Exercise description> Return exactly the lines of the records below, starting at the line that contains "const toPath = rows" and ending at the line that contains "g.strokeStyle = color;", with both of those lines kept.

[Material for this task Boundary: Start]

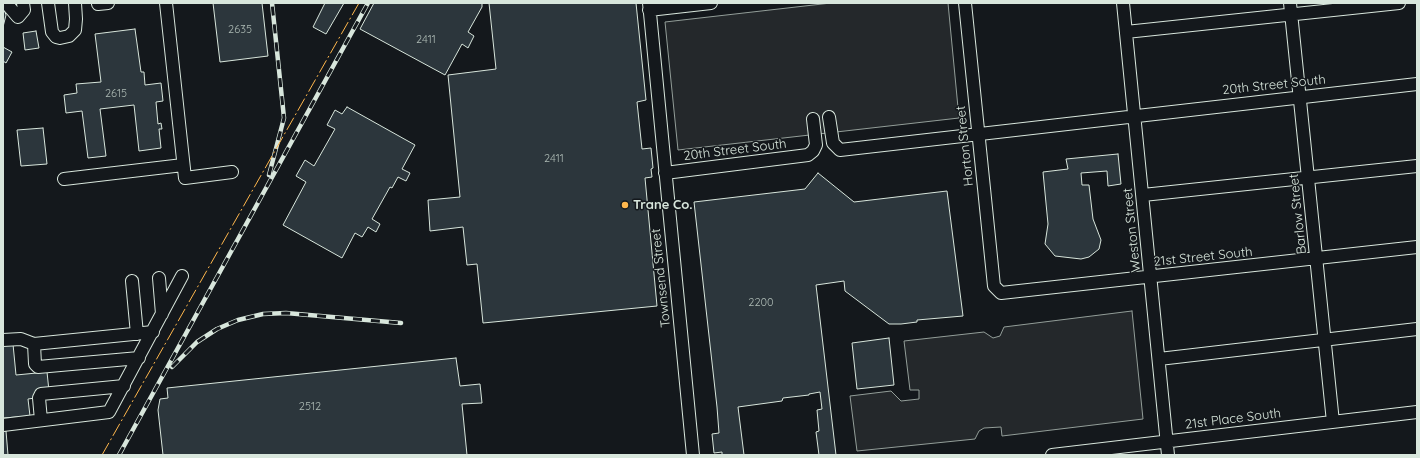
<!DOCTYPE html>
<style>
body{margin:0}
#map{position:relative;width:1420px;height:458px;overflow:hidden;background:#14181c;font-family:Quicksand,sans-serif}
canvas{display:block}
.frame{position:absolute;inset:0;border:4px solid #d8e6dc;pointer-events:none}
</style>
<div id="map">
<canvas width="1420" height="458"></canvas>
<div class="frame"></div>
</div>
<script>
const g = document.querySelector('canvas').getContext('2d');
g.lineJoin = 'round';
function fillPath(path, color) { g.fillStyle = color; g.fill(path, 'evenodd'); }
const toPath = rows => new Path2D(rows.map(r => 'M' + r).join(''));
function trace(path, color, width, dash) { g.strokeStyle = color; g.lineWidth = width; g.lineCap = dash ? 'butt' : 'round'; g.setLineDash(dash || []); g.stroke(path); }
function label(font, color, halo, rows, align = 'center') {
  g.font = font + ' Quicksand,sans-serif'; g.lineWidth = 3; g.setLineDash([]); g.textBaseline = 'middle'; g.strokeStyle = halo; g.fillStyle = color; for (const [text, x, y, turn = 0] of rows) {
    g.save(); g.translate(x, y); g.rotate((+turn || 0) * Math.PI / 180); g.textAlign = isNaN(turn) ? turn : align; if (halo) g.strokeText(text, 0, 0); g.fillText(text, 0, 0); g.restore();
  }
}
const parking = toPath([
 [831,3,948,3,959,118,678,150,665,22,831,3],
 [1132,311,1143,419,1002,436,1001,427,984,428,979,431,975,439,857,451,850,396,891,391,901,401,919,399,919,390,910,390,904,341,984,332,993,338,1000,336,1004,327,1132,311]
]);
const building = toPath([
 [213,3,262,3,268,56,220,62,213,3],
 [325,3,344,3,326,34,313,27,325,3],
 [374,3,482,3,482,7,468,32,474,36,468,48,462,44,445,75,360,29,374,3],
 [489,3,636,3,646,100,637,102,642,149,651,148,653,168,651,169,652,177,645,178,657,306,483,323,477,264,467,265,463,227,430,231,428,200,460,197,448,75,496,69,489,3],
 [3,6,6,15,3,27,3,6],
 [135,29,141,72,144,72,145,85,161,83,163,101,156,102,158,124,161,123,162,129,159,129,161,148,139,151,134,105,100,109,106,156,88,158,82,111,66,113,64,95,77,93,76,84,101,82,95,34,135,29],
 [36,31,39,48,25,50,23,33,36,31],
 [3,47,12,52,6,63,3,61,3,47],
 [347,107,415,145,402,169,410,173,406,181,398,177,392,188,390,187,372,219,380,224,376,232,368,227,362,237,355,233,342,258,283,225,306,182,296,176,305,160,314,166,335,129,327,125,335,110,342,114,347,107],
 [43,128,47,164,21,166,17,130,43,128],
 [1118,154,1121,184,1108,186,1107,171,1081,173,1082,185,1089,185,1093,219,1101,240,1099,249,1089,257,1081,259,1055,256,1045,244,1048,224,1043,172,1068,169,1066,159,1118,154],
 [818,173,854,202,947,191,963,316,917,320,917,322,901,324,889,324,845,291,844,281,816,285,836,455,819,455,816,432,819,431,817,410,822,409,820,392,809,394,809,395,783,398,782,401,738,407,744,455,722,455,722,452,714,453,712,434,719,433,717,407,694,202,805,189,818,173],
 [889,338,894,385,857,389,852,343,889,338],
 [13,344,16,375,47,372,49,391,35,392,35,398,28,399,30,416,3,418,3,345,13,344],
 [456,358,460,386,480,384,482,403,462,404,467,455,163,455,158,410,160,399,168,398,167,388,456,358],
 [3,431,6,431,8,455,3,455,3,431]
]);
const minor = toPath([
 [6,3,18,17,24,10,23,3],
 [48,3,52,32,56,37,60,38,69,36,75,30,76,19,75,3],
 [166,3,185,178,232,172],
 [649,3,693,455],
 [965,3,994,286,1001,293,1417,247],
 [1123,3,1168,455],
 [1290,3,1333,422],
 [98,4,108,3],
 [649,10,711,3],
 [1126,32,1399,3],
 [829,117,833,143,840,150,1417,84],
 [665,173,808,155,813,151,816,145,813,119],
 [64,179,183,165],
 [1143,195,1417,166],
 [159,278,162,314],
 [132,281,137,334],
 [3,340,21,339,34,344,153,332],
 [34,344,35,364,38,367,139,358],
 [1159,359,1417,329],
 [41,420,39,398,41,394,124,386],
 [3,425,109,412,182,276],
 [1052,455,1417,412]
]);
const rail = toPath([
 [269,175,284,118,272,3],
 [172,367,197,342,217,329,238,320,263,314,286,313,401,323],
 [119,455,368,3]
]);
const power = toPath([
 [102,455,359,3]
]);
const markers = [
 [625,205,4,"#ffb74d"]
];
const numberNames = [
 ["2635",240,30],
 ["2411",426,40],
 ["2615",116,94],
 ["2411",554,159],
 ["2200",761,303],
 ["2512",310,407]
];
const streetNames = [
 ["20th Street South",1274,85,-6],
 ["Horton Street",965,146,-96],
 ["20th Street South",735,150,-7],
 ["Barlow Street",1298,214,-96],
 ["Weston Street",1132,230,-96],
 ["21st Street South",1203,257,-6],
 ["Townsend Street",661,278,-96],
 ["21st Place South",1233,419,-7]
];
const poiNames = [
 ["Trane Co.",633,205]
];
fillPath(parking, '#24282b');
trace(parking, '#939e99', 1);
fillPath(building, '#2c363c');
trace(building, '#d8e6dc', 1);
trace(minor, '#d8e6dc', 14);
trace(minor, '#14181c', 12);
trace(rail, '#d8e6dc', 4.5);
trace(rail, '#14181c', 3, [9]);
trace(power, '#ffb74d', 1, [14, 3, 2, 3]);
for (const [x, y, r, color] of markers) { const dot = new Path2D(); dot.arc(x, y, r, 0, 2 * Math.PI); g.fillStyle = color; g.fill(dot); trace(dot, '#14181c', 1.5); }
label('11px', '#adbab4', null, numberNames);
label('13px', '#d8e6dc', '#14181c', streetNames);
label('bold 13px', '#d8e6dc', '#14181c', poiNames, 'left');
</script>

[Material for this task Boundary: End]
[Material for this task Boundary: Start]

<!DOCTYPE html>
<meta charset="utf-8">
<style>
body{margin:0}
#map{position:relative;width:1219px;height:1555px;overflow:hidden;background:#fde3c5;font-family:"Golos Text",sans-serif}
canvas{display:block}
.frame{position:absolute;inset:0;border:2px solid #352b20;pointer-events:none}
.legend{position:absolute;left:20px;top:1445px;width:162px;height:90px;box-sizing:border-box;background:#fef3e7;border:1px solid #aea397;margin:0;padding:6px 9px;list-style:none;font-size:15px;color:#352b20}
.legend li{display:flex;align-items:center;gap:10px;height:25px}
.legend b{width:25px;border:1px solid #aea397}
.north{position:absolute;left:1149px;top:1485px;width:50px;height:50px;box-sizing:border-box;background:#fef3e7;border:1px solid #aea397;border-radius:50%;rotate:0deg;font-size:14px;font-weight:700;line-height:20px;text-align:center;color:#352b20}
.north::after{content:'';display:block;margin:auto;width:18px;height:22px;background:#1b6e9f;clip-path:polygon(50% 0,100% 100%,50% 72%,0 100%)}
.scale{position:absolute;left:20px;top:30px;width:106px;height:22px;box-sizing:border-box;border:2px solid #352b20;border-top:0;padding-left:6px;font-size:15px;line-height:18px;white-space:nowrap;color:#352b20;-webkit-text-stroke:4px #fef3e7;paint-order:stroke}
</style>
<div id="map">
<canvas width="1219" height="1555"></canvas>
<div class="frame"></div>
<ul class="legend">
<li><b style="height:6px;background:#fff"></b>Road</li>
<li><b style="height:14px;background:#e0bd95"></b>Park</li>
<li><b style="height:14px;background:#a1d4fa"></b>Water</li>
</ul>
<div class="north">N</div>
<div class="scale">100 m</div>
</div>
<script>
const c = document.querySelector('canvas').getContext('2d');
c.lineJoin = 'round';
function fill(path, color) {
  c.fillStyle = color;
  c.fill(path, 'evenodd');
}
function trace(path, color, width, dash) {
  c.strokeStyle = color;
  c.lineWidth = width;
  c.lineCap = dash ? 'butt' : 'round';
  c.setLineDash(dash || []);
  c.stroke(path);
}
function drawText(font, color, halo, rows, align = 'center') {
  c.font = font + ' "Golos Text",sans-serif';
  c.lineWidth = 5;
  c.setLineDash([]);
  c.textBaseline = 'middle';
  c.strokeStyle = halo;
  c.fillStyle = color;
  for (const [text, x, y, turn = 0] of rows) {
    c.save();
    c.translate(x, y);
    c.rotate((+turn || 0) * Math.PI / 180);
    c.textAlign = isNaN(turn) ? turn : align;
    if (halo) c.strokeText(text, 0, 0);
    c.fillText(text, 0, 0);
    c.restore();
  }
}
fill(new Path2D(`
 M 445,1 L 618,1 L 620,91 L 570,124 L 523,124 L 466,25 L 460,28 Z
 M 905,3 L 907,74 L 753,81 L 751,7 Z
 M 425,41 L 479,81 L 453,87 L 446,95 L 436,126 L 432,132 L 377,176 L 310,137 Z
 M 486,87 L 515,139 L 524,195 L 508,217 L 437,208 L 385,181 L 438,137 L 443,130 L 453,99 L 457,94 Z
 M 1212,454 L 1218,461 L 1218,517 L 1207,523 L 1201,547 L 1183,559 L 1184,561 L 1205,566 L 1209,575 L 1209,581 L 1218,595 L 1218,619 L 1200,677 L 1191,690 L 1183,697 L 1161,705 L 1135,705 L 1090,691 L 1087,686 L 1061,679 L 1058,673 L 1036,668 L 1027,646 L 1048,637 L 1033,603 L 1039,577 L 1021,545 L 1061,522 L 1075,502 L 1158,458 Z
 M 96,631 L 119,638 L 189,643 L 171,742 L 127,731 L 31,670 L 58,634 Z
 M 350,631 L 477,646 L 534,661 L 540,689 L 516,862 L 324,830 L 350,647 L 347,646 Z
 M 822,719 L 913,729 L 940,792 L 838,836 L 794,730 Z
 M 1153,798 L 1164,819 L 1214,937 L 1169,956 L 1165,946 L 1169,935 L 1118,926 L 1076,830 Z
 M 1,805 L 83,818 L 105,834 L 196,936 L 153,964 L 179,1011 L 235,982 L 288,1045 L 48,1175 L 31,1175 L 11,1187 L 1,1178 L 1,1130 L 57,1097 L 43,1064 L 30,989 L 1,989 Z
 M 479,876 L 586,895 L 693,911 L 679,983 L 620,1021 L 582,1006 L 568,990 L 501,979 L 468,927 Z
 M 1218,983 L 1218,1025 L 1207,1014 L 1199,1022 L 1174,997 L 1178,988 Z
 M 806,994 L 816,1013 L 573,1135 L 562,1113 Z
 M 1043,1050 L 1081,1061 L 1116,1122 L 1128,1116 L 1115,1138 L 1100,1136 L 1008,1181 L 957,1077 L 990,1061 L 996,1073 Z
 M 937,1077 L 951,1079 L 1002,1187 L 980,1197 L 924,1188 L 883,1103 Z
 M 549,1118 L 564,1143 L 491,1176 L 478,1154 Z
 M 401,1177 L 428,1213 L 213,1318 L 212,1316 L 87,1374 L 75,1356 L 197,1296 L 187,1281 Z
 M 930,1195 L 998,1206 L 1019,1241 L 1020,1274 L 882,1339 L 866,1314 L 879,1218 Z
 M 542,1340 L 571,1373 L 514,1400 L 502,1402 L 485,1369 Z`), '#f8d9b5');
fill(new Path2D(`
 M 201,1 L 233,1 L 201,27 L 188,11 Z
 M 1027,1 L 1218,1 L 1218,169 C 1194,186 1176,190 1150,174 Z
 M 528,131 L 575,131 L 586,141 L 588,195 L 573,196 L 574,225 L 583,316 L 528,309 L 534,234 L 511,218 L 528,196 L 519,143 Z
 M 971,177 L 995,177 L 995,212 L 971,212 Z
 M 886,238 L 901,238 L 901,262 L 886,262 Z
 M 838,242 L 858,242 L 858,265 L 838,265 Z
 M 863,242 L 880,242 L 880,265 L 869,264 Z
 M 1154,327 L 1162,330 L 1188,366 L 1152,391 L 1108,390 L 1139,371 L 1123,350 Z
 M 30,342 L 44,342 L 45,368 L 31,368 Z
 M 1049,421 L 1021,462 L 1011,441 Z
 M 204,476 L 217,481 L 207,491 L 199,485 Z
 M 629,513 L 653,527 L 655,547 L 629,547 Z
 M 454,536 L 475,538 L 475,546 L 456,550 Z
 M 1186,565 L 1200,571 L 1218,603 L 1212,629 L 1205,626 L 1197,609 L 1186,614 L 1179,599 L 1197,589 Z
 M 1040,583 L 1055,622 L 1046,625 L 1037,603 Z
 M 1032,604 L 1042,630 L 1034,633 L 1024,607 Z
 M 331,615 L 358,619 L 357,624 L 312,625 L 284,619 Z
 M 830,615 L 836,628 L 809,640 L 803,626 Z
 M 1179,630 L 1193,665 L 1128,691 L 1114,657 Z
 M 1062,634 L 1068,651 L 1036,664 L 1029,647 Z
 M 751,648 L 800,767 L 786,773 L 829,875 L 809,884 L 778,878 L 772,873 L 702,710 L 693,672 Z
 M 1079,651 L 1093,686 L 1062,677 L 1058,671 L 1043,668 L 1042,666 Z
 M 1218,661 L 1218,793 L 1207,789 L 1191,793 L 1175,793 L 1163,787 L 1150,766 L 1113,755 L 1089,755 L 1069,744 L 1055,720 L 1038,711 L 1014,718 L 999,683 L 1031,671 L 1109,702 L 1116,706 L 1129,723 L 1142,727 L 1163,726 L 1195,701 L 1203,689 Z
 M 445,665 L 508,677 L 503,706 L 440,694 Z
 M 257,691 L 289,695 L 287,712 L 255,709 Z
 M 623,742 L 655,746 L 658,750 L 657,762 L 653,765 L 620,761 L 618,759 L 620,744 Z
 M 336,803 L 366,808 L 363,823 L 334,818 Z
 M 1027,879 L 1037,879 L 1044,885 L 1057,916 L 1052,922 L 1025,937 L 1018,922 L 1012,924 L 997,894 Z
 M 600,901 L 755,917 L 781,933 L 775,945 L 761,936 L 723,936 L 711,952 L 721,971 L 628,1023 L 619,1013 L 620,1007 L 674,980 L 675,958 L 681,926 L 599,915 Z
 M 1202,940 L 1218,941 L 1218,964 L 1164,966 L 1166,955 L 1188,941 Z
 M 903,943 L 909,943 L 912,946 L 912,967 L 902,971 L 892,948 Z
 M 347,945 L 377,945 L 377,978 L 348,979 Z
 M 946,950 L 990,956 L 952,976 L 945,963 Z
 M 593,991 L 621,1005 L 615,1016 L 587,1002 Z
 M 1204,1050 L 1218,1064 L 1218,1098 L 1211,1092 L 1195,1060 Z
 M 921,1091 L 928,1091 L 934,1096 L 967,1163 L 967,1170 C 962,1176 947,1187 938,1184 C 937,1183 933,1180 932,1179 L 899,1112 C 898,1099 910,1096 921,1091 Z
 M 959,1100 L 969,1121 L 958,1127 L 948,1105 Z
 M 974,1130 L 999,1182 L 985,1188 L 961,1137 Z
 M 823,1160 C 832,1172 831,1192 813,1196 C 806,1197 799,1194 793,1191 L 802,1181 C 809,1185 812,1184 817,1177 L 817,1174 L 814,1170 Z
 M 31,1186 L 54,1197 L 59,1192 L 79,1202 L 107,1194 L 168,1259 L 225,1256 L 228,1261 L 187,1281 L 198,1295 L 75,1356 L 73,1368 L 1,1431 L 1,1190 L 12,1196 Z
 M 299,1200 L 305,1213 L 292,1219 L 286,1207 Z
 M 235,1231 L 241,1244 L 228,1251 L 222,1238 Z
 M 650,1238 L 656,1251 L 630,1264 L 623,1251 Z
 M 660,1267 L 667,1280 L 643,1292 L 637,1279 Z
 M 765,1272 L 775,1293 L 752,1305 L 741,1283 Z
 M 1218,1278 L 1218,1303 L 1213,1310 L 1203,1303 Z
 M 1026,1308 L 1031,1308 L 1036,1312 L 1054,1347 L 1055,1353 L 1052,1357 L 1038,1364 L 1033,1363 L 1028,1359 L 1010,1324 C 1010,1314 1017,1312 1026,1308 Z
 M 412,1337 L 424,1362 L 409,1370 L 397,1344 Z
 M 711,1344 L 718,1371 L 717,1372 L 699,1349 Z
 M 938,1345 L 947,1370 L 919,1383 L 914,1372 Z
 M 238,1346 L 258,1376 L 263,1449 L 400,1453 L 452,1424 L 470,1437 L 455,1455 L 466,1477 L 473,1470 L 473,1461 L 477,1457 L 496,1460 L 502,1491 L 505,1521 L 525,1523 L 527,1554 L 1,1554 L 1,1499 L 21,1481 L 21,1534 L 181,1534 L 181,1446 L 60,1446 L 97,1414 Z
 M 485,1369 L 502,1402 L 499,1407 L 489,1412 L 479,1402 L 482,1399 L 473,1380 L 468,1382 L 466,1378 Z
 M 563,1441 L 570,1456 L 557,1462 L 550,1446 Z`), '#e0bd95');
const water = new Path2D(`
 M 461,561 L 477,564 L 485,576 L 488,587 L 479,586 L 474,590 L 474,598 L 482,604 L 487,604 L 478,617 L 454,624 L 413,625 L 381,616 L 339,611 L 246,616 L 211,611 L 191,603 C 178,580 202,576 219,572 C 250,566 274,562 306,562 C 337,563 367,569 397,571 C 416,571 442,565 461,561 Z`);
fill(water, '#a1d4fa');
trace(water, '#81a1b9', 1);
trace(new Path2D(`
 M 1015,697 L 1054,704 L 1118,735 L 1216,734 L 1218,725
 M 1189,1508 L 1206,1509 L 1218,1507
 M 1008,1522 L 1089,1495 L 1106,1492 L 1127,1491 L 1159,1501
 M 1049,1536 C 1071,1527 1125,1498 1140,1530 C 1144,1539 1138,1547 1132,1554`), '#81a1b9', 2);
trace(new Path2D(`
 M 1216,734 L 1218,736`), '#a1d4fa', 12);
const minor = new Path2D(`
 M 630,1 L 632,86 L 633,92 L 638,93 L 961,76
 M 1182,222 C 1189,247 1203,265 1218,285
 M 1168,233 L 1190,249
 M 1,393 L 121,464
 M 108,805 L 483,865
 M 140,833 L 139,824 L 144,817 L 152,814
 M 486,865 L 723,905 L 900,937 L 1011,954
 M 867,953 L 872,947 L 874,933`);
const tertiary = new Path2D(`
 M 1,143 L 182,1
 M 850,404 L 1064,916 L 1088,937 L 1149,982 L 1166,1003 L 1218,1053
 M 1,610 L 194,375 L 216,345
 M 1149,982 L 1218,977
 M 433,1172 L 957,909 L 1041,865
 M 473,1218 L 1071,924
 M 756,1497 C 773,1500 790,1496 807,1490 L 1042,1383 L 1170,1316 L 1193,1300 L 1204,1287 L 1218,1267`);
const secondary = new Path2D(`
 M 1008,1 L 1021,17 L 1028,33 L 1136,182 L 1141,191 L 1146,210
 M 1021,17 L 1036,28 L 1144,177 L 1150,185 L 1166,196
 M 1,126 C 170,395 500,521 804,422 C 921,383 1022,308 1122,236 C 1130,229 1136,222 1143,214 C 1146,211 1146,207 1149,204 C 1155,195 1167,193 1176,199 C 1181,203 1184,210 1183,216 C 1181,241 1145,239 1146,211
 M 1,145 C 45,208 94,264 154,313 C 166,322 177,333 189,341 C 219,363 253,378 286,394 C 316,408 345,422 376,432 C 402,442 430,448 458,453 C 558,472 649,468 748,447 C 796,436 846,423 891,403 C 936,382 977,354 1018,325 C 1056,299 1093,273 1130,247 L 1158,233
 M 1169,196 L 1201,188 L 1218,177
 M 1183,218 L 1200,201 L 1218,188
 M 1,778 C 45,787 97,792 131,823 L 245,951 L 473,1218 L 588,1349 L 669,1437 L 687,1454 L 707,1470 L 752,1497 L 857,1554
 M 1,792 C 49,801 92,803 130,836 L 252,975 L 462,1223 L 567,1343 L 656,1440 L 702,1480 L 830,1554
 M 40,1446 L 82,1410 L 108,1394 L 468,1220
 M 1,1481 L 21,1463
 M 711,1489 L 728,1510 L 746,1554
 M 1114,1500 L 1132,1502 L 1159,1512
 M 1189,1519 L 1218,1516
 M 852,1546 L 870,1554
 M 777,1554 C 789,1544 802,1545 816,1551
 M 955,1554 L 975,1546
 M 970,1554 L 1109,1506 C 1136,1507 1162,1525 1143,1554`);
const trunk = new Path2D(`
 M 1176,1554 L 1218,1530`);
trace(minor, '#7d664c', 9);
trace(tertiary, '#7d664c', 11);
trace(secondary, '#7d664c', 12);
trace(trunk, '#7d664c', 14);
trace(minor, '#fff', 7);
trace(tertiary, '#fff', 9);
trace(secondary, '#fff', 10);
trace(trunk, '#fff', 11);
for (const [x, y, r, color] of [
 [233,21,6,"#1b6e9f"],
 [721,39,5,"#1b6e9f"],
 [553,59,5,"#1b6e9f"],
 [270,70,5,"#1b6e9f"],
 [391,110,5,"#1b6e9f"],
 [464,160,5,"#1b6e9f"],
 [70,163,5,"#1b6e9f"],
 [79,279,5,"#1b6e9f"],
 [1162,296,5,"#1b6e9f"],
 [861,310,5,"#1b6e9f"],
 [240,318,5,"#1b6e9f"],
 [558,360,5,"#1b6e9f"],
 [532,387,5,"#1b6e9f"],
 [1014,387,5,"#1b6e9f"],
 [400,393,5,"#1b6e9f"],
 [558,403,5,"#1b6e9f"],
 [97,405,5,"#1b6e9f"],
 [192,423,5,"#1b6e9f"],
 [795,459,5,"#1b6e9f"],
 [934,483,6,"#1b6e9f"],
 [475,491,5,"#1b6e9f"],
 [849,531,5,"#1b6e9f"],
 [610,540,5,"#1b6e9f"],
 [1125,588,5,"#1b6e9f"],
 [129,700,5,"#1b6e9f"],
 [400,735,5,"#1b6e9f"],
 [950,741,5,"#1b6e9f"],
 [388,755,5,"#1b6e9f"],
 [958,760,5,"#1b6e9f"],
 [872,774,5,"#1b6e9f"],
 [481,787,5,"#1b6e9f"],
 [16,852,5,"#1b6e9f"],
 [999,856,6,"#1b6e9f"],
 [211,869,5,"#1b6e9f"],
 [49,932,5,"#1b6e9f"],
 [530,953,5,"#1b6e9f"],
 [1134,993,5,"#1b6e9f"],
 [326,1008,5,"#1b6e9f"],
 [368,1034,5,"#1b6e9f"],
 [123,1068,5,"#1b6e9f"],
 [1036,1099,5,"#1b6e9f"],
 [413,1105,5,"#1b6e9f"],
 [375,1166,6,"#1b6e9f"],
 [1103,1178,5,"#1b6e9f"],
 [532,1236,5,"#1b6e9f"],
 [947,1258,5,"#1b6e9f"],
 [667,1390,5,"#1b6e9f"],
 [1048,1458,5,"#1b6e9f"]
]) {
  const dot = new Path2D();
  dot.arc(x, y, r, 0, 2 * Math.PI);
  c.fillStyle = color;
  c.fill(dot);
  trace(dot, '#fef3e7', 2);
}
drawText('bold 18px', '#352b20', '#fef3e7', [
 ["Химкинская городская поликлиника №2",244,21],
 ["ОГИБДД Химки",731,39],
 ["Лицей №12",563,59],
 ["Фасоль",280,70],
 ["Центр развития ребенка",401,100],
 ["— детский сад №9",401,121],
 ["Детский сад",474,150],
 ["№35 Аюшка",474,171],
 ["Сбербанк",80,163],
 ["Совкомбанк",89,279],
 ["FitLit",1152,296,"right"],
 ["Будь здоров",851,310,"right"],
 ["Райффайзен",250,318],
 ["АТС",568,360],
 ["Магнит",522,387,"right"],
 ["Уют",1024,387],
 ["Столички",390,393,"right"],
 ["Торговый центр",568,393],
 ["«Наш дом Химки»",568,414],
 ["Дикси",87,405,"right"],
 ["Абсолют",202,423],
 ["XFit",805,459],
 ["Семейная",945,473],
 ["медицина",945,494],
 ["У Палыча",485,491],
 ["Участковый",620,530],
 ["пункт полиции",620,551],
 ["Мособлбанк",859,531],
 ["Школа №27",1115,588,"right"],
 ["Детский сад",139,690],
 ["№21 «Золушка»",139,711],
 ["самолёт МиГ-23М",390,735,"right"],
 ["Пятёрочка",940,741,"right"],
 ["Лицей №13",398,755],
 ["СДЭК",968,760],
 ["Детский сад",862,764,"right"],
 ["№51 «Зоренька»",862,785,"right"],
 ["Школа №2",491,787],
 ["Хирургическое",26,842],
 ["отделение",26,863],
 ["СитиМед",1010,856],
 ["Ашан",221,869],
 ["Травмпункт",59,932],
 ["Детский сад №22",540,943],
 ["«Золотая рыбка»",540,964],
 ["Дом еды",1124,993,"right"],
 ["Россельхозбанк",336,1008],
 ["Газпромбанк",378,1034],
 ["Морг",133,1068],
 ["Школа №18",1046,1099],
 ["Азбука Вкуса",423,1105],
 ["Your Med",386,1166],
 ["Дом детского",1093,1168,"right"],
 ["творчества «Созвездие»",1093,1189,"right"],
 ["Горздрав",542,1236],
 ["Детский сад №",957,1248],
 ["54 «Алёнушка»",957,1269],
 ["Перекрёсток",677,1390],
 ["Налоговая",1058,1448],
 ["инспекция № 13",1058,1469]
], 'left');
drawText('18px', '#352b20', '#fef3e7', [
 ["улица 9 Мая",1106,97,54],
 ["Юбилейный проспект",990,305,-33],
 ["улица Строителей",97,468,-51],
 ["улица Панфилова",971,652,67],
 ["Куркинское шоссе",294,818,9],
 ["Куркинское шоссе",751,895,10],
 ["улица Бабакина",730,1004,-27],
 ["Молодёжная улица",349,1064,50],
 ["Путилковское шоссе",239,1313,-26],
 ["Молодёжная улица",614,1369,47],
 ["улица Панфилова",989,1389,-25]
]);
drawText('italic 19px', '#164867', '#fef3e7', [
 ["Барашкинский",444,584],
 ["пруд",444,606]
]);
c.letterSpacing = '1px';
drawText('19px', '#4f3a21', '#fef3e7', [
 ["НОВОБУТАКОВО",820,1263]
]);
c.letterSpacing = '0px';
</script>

[Material for this task Boundary: End]

Reply>
const toPath = rows => new Path2D(rows.map(r => 'M' + r).join(''));
function trace(path, color, width, dash) { g.strokeStyle = color; g.lineWidth = width; g.lineCap = dash ? 'butt' : 'round'; g.setLineDash(dash || []); g.stroke(path); }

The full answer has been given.